O tropicalismo em Pernambuco

Senhoras com laquê nos cabelos e senhores engravatados, ambos com convicções tradicionais tão firmes quanto o penteado das senhoras, devem ter ficado atônitos ao ler o Jornal do Commercio de 20 de abril de 1968, num sábado como hoje, há exatos 45 anos.

Por Renato Contente

Jomard Muniz de Britto, Celso Marconi e Aristides Guimarães

Na página 3, ao lado dos filmes do dia, um título inusitado provocava os leitores de um Recife essencialmente conservador: “Porque somos e não somos tropicalistas”. Circulava na cidade o primeiro manifesto tropicalista do Brasil, um ataque feito a seis mãos contra a repressão e caretice vigentes em um País cercado pela ditadura militar. Um recado fragmentado em nove itens para as tais “pessoas da sala de jantar”, que como na canção de Caetano e Gil, são ocupadas em nascer e morrer.

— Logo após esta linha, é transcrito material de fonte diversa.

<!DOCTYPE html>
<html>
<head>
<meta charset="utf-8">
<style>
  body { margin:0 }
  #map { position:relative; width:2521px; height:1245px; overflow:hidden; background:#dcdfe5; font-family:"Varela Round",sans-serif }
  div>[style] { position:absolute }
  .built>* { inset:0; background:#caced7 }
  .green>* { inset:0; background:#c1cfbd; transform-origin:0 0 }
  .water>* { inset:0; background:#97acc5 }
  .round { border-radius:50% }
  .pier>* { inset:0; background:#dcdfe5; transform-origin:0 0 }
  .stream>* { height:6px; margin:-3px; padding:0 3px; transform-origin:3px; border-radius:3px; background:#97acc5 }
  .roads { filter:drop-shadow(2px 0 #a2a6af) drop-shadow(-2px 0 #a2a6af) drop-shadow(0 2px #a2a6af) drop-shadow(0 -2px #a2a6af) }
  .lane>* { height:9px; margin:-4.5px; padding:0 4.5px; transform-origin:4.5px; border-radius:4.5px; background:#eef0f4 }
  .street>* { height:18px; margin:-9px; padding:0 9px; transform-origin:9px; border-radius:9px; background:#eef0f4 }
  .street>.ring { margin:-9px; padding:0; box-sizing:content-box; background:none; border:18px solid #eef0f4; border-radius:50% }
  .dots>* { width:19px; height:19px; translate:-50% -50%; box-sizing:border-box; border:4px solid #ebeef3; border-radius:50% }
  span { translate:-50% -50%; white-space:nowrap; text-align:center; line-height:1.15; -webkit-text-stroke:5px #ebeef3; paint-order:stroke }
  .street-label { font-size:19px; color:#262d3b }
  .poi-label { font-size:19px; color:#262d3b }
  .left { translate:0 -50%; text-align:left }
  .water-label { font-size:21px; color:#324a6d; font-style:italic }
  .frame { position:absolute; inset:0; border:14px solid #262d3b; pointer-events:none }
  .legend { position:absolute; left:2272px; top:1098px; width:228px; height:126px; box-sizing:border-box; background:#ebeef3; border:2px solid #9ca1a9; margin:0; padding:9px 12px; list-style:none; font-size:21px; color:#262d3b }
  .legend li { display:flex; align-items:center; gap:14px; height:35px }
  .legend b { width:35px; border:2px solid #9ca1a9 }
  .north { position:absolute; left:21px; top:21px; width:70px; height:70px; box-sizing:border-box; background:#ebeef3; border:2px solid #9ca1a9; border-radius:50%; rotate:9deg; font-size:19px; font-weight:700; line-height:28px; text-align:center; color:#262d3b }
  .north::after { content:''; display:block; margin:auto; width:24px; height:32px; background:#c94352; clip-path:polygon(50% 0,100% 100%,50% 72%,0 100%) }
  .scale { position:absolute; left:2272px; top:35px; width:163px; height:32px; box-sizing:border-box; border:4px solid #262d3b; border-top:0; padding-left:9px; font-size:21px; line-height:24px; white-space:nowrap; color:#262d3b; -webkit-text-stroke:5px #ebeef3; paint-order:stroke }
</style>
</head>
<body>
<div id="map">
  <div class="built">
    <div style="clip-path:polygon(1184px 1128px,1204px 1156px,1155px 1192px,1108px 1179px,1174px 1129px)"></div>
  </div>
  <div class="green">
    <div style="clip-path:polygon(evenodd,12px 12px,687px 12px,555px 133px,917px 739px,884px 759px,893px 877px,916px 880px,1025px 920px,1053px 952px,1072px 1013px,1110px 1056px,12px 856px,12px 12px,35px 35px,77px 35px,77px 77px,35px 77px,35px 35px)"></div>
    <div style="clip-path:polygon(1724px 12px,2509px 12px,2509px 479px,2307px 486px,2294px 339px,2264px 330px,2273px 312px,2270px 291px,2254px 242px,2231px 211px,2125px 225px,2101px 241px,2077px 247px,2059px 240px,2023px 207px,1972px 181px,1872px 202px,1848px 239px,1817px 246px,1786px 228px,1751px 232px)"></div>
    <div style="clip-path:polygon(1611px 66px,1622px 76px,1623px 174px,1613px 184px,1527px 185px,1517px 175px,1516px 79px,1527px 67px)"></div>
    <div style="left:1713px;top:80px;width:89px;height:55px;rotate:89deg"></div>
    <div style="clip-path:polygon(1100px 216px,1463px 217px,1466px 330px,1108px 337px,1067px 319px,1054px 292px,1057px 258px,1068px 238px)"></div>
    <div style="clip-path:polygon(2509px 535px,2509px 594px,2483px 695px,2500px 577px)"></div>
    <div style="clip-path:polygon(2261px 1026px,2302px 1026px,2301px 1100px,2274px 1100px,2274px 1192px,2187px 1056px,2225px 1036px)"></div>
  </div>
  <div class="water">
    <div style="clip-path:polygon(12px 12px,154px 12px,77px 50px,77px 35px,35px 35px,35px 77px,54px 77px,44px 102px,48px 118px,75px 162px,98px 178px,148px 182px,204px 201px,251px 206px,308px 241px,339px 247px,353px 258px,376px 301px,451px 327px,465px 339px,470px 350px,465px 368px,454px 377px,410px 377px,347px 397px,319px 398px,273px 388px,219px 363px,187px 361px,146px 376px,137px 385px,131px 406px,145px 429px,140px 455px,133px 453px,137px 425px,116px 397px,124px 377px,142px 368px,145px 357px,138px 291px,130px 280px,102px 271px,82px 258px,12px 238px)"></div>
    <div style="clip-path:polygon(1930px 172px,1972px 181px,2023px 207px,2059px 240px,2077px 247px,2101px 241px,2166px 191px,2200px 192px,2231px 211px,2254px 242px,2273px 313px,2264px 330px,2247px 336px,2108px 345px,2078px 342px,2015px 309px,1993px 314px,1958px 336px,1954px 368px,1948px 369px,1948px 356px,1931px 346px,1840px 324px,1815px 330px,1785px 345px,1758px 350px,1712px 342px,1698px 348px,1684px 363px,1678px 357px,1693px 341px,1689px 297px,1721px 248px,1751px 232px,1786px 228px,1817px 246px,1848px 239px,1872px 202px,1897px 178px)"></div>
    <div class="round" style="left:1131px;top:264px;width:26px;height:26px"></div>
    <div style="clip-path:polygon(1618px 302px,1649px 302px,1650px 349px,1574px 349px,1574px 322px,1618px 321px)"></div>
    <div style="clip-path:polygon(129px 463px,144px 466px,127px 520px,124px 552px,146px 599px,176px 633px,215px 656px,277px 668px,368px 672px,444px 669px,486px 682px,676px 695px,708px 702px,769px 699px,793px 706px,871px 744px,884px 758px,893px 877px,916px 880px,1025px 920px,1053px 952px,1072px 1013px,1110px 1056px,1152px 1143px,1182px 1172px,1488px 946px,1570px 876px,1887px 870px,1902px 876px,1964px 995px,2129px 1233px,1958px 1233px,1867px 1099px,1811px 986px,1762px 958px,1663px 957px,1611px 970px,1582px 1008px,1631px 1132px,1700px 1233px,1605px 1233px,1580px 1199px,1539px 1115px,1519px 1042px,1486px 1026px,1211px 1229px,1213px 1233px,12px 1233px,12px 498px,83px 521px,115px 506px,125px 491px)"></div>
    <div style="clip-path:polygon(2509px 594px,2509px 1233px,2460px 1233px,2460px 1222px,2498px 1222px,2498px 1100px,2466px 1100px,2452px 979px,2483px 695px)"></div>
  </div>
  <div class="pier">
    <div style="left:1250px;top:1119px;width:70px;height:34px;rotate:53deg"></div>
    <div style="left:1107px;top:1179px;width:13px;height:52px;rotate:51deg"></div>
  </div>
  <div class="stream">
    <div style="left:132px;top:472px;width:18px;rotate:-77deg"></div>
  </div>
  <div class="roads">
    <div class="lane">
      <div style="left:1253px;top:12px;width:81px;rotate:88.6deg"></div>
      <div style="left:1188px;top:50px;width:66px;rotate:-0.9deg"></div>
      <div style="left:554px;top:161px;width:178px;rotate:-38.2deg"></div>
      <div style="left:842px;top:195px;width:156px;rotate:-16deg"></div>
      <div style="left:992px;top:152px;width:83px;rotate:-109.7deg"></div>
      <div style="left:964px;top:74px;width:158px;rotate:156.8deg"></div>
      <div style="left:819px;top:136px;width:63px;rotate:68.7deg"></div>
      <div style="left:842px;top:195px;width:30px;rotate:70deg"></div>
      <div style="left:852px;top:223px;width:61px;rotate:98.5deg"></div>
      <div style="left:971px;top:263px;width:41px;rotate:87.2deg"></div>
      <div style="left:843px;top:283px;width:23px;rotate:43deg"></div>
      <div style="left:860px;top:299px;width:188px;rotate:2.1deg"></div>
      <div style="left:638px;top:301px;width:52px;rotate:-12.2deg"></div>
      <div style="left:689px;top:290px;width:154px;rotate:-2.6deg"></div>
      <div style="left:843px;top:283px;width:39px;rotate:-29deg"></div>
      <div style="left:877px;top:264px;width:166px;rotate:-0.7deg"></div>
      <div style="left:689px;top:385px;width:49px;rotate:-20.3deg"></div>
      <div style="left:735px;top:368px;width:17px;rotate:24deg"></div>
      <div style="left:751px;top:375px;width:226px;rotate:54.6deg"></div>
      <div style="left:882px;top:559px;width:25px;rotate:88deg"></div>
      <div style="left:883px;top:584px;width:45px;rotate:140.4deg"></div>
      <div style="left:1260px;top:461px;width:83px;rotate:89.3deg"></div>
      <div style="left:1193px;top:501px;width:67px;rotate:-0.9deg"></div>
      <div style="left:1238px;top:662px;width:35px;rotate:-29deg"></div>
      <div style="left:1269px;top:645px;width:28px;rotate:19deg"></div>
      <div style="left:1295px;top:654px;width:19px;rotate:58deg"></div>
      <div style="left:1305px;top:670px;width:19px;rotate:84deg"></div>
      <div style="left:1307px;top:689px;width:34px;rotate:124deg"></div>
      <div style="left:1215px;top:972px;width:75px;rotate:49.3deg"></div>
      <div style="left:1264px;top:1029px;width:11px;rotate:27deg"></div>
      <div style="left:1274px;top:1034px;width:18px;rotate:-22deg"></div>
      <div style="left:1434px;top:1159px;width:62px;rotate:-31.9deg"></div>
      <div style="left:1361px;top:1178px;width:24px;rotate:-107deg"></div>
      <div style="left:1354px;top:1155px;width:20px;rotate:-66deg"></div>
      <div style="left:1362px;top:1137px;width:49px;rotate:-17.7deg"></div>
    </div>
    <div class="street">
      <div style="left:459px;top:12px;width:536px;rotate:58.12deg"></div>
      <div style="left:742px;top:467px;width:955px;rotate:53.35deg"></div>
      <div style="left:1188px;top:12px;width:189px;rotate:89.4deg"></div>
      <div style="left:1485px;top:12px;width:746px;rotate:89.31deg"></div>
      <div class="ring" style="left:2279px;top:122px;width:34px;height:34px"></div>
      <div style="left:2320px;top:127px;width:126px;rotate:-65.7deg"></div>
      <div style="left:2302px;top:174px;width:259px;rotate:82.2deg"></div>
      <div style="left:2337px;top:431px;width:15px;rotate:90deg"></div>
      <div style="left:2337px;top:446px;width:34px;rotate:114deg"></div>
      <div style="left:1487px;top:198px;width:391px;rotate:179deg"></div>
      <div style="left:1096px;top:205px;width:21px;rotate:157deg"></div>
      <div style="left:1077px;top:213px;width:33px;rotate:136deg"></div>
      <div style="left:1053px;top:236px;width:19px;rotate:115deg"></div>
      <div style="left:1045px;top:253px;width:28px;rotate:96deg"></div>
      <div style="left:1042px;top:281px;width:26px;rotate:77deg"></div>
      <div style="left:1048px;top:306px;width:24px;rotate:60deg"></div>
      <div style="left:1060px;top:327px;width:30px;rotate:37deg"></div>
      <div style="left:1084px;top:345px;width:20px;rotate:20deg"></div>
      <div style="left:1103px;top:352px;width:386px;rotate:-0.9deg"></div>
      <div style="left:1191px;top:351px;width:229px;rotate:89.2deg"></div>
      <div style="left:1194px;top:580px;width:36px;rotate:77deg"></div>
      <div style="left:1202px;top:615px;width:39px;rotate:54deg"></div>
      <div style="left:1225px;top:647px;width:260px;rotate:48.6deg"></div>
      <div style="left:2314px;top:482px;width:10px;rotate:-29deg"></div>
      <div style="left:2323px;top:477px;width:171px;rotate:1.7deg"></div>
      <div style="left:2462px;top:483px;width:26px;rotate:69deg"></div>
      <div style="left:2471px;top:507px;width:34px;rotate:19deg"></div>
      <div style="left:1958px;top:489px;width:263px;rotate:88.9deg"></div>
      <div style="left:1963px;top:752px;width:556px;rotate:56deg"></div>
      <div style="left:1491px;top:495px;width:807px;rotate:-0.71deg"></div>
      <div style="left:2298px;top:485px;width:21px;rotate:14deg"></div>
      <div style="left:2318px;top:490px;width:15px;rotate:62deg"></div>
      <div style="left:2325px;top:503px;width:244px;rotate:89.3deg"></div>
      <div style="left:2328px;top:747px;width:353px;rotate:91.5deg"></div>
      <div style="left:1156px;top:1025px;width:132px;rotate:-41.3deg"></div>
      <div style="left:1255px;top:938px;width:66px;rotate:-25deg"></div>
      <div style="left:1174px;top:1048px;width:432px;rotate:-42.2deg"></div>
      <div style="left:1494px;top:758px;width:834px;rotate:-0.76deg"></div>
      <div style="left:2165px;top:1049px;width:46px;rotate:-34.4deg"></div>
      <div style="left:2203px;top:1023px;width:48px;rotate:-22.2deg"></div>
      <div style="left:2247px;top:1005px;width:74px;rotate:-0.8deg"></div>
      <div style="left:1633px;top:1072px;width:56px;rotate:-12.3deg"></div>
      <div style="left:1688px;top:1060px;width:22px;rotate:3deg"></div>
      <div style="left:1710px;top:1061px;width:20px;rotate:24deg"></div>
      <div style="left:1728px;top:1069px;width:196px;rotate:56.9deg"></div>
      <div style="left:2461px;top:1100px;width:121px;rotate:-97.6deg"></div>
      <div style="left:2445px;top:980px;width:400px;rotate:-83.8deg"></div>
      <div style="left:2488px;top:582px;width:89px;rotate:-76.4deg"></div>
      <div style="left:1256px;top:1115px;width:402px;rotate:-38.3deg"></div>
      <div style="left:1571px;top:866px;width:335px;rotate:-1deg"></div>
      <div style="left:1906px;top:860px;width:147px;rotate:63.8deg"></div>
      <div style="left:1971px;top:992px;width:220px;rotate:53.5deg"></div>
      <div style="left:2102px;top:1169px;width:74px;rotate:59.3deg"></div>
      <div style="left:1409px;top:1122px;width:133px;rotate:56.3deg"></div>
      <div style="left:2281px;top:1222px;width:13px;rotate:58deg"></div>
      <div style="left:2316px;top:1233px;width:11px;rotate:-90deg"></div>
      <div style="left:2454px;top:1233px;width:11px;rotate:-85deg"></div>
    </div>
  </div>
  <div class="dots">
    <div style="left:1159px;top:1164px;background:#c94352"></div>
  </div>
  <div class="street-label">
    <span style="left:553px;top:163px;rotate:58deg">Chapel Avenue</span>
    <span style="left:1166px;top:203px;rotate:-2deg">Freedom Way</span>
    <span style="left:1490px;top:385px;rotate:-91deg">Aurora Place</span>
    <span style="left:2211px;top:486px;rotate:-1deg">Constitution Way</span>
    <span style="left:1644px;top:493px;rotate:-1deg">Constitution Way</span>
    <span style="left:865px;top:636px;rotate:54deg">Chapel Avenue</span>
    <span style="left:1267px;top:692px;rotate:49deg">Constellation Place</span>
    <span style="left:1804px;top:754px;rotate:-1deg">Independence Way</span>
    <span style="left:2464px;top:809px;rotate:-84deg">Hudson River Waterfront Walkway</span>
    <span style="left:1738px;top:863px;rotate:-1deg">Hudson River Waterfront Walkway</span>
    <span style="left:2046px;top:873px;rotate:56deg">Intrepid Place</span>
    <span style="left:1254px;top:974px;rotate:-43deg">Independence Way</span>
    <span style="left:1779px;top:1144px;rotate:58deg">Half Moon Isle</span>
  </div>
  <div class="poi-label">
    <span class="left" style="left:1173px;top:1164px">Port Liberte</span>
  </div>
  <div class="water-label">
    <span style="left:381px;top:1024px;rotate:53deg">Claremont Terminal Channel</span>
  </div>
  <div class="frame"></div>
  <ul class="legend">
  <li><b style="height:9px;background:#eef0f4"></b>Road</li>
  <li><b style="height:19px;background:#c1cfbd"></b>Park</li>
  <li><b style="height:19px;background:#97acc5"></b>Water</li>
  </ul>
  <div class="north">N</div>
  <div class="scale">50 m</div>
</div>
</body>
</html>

A noite anterior à publicação havia sido de festa no bar do Alves, no Mercado da Encruzilhada, onde o jornalista Celso Marconi, o professor Jomard Muniz de Britto e o músico Aristides Guimarães foram celebrar depois de assinar o documento na galeria Varanda, em Olinda. Os rostos dos três estavam lado a lado – com Celso sendo “enforcado” por Jomar e Aristides – na foto histórica que ilustrava a capa do JC no anúncio do manifesto, publicado na íntegra no dia seguinte. O texto trazia porções de ácido no laquê das senhoras desde o primeiro ponto, em que criticava o marasmo cultural da província (“Por que insistimos em viver a dez anos da Guanabara e a um século de Londres? Por fidelidade regionalista? Por defesa e amor às nossas tradições?”). Ainda pediam: “A vanguarda contra a retaguarda! A loucura contra a burrice! O impacto contra e mediocridade! O sexo contra os dogmas! A realidade contra os suplementos! A radicalidade contra o comodismo! Tropicalistas de todo mundo, uni-vos”.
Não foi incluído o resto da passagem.